▶

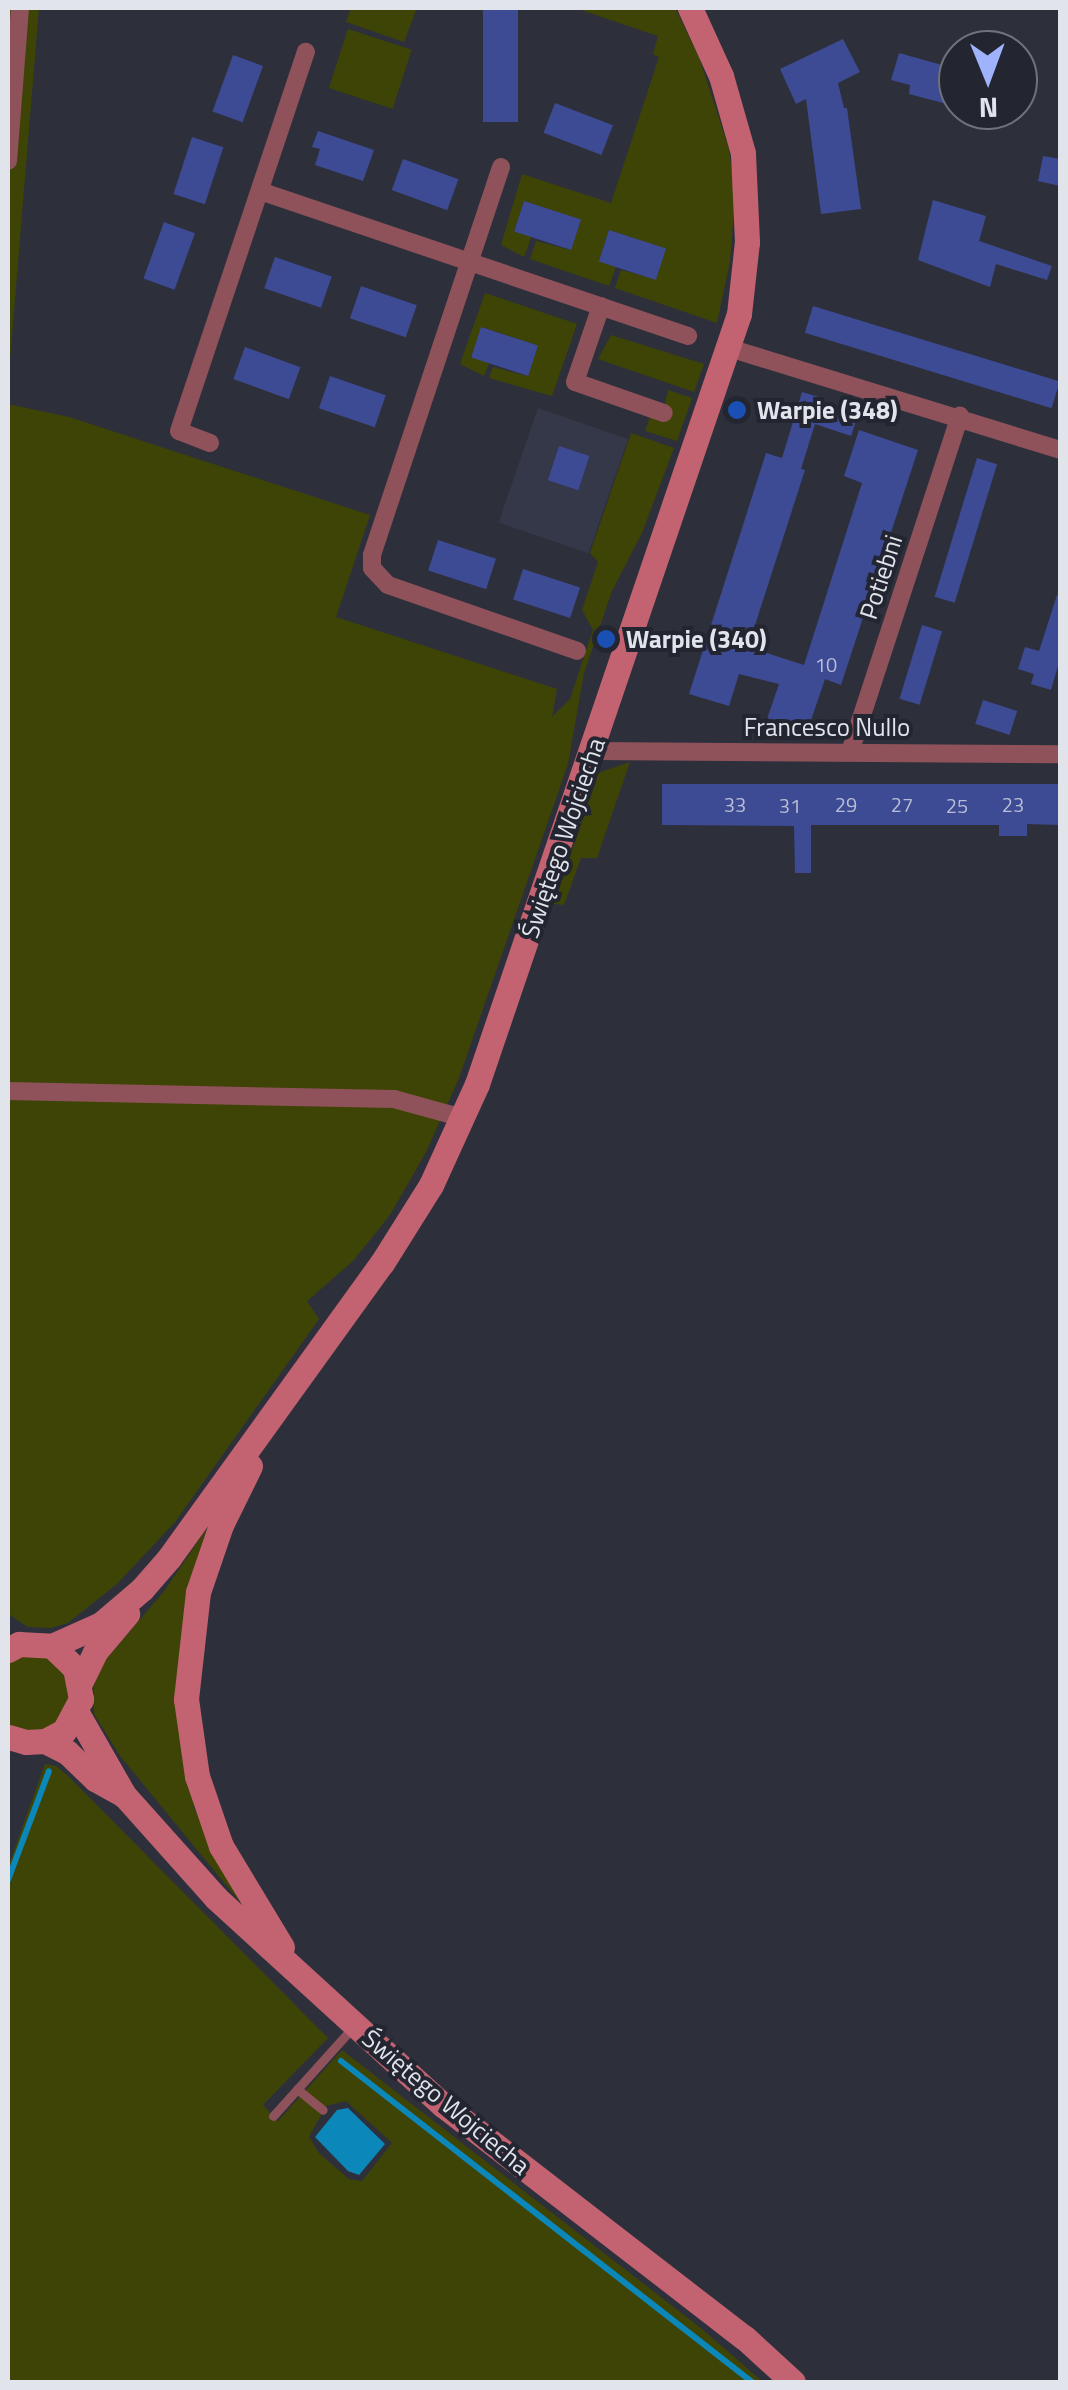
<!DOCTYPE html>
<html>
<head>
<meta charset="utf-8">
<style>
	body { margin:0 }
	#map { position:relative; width:1068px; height:2390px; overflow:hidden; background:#2d303b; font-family:"Titillium Web",sans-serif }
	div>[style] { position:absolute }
	.built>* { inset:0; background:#343849; transform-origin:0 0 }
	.green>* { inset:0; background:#3e4405; transform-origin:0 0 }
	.water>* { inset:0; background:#0c87ba }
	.stream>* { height:6px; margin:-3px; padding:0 3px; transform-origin:3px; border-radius:3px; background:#0c87ba }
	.building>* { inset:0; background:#3d4a94; transform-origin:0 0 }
	.lane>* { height:9px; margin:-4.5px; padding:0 4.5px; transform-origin:4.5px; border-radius:4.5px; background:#8f525b }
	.street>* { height:18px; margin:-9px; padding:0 9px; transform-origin:9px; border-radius:9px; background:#8f525b }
	.secondary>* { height:25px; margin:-12.5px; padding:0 12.5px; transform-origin:12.5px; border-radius:12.5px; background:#c36372 }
	.dots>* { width:28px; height:28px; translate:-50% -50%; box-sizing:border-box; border:5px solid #232631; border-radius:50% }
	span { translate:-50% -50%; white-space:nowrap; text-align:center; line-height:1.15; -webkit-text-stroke:8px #232631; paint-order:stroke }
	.number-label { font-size:20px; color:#b8bed5 }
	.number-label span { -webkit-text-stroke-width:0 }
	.poi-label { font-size:25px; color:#e1e4eb; font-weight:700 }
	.left { translate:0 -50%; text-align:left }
	.street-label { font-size:25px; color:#e1e4eb }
	.frame { position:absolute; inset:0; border:10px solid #e1e4eb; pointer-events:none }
	.north { position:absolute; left:938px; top:30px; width:100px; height:100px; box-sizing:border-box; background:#232631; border:2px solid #6f727b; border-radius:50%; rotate:179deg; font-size:28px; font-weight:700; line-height:40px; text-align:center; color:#e1e4eb }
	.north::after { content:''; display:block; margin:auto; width:35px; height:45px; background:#9fb3fd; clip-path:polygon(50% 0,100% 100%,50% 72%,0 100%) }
</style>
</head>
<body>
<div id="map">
	<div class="built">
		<i style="left:538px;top:408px;width:95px;height:121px;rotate:19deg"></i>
	</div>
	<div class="green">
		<i style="clip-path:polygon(8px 8px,39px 8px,8px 384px)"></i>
		<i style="clip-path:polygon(351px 8px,417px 8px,404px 42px,346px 22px)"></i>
		<i style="clip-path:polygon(575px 8px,675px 8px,699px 57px,729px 149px,735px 197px,730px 261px,717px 323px,615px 288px,621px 270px,656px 279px,665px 249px,609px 230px,599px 260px,616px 267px,609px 286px,530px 259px,536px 241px,570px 250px,581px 221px,524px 201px,514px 231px,532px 235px,524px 257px,501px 245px,522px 174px,611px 203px,659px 57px,653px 54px,658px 36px)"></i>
		<i style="left:348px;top:29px;width:67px;height:62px;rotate:18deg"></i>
		<i style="clip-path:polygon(485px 293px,577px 324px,552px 396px,489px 378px,493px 367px,527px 376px,538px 346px,482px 327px,471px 357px,490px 361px,484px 376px,460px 364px)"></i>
		<i style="clip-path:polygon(611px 335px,704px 364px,694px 392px,598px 359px)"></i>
		<i style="clip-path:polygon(668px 390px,692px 398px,677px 441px,645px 431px,650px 417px,661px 421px)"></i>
		<i style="clip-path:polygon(8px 404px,69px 417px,370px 515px,336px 617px,557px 689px,552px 717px,570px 699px,593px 630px,582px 610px,598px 562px,590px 553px,631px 433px,674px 448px,642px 533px,612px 591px,584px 673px,568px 764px,459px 1078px,426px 1152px,390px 1215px,353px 1261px,307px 1301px,319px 1319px,175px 1522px,117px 1584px,68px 1623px,51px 1628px,28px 1627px,8px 1614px)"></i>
		<i style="clip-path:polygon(630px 762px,597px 858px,581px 858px,564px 905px,554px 904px,598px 773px)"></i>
		<i style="clip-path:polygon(207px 1528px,186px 1594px,175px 1705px,194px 1808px,240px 1902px,120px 1756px,94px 1714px,94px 1685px,104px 1662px,165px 1590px)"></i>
		<i style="clip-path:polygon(8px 1653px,57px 1654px,74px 1707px,45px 1734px,8px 1729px)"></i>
		<i style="clip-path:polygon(evenodd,45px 1764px,56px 1766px,67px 1775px,328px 2038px,263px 2105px,278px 2121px,342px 2050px,702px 2329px,763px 2382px,8px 2382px,8px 1867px,45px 1764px,346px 2101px,392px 2143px,362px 2181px,349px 2179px,319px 2153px,309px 2137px,326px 2106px,346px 2101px)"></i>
	</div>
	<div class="water">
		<i style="clip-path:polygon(348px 2108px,385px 2144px,359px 2175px,348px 2171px,315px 2137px,337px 2110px)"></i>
	</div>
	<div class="stream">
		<i style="left:8px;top:1880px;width:116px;rotate:-69.4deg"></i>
		<i style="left:341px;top:2061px;width:521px;rotate:37.99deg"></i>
	</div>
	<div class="building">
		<i style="left:483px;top:8px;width:35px;height:114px"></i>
		<i style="clip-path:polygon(843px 39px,860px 72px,838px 83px,844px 108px,847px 108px,861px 209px,821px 214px,806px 99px,796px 104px,780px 69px)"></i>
		<i style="clip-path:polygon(899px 53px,942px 65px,940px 75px,958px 80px,958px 107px,909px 94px,910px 85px,891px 80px)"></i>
		<i style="left:233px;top:55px;width:32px;height:60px;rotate:20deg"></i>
		<i style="left:555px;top:103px;width:62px;height:32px;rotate:21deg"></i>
		<i style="clip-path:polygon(318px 131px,374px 150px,363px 181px,315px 165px,320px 149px,312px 147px)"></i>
		<i style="left:192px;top:137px;width:33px;height:60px;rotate:18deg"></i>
		<i style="clip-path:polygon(1043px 156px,1060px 159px,1060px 186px,1038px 181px)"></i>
		<i style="left:403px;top:159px;width:59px;height:33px;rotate:20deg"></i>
		<i style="clip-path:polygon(933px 200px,986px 216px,979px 241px,1052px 266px,1047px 280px,996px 264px,990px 287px,918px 260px)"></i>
		<i style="left:524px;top:201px;width:60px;height:32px;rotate:18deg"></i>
		<i style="left:164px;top:222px;width:33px;height:60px;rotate:20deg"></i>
		<i style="left:609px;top:230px;width:60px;height:33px;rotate:18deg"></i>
		<i style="left:275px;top:257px;width:60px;height:33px;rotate:19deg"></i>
		<i style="left:361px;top:286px;width:59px;height:34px;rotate:19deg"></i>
		<i style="left:813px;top:306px;width:258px;height:28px;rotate:17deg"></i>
		<i style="left:481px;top:327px;width:60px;height:32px;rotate:18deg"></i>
		<i style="left:245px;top:347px;width:59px;height:34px;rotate:20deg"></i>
		<i style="left:330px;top:376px;width:59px;height:34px;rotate:19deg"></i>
		<i style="clip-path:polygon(802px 392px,822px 398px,819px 409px,856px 421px,851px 436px,815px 424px,801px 469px,805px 470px,748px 647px,804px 665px,862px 483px,844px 476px,859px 430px,918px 450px,841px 685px,825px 679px,807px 732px,767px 719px,779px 684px,739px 674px,729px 706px,689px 694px,766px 453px,782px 458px)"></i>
		<i style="left:559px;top:446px;width:32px;height:36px;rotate:18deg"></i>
		<i style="left:977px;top:458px;width:21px;height:145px;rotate:17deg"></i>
		<i style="left:438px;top:540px;width:61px;height:32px;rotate:18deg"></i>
		<i style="left:523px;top:569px;width:60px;height:32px;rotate:18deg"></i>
		<i style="clip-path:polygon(1057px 595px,1060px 595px,1060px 659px,1051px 690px,1031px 684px,1034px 674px,1018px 669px,1025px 647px,1039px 651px)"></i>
		<i style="left:922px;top:625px;width:21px;height:77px;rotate:17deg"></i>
		<i style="left:983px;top:700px;width:36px;height:25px;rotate:18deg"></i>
		<i style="clip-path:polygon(662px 784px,1060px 784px,1060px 825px,1027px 824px,1027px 836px,999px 836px,999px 825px,811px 825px,811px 873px,795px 873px,794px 826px,662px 825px)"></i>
	</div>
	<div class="lane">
		<i style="left:297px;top:2089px;width:33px;rotate:39deg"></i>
		<i style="left:273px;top:2116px;width:122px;rotate:-48deg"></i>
	</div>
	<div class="street">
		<i style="left:8px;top:161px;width:153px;rotate:-85.5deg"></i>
		<i style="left:501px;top:167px;width:409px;rotate:108.4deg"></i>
		<i style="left:372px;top:555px;width:13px;rotate:90deg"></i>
		<i style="left:372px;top:568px;width:23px;rotate:47deg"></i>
		<i style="left:388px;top:585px;width:200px;rotate:19.2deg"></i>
		<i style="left:260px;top:191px;width:452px;rotate:18.7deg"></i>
		<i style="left:601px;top:306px;width:80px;rotate:108.9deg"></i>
		<i style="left:575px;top:382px;width:94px;rotate:19.2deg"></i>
		<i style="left:729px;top:348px;width:346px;rotate:17.1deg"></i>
		<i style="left:210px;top:443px;width:33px;rotate:-159deg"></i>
		<i style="left:179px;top:431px;width:400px;rotate:-71.5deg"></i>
		<i style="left:593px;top:751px;width:467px;rotate:0.4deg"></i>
		<i style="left:850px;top:752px;width:354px;rotate:-71.9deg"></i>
		<i style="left:8px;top:1091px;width:386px;rotate:1.2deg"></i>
		<i style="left:394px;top:1099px;width:72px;rotate:15.4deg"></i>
	</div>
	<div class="secondary">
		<i style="left:250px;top:1466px;width:66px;rotate:116.2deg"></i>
		<i style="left:221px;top:1525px;width:71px;rotate:108.9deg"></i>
		<i style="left:198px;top:1592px;width:108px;rotate:96.4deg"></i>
		<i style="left:186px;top:1699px;width:78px;rotate:81.9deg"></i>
		<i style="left:197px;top:1776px;width:74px;rotate:71.1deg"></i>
		<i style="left:221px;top:1846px;width:118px;rotate:58.9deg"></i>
		<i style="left:52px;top:1646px;width:54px;rotate:-24.2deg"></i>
		<i style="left:101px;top:1624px;width:54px;rotate:-40.5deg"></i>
		<i style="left:142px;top:1589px;width:41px;rotate:-48.9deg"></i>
		<i style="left:169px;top:1558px;width:364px;rotate:-54.2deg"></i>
		<i style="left:382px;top:1263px;width:92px;rotate:-57.9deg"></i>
		<i style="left:431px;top:1185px;width:111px;rotate:-65.5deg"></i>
		<i style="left:477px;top:1084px;width:813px;rotate:-71.21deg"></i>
		<i style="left:739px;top:314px;width:72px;rotate:-83.7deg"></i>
		<i style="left:747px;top:242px;width:89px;rotate:-92.6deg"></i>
		<i style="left:743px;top:153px;width:80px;rotate:-105.9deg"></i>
		<i style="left:721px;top:76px;width:75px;rotate:-114.5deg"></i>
		<i style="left:8px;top:1650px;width:13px;rotate:-29deg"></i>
		<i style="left:19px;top:1644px;width:33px;rotate:3deg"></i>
		<i style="left:52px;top:1646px;width:32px;rotate:44deg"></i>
		<i style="left:75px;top:1668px;width:32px;rotate:79deg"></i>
		<i style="left:81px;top:1699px;width:36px;rotate:118deg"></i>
		<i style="left:64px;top:1731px;width:21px;rotate:152deg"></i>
		<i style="left:45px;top:1741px;width:19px;rotate:177deg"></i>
		<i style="left:26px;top:1742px;width:19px;rotate:-164deg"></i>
		<i style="left:80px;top:1683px;width:34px;rotate:-64deg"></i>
		<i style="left:95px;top:1652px;width:50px;rotate:-49.9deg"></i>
		<i style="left:77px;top:1713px;width:95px;rotate:60.2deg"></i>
		<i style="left:124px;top:1795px;width:138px;rotate:48.2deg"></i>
		<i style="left:216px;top:1898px;width:307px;rotate:42.4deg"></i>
		<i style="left:443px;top:2105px;width:381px;rotate:37.7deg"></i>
		<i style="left:745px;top:2338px;width:65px;rotate:42.5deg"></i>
		<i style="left:45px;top:1741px;width:25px;rotate:27deg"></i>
		<i style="left:67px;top:1752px;width:39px;rotate:44deg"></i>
		<i style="left:95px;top:1779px;width:33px;rotate:29deg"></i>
	</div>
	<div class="dots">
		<i style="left:737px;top:410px;background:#1a4fb4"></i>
		<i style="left:606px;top:639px;background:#1a4fb4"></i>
	</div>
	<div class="number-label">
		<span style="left:826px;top:664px">10</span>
		<span style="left:735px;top:804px">33</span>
		<span style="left:846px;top:804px">29</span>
		<span style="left:902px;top:804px">27</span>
		<span style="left:1013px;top:804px">23</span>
		<span style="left:790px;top:805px">31</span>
		<span style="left:957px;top:805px">25</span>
	</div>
	<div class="poi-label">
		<span class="left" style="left:757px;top:410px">Warpie (348)</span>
		<span class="left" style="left:626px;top:639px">Warpie (340)</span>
	</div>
	<div class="street-label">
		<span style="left:881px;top:577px;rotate:-72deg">Potiebni</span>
		<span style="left:827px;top:727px">Francesco Nullo</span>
		<span style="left:563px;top:838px;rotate:-71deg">Świętego Wojciecha</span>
		<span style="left:446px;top:2102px;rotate:40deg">Świętego Wojciecha</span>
	</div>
	<div class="frame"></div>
	<div class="north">N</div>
</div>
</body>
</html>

◀

→ **Task statement**:
A complete answer reproduces every line of the records in which the word "green" occurs.

→ **Answer below**:
	.green>* { inset:0; background:#3e4405; transform-origin:0 0 }
	<div class="green">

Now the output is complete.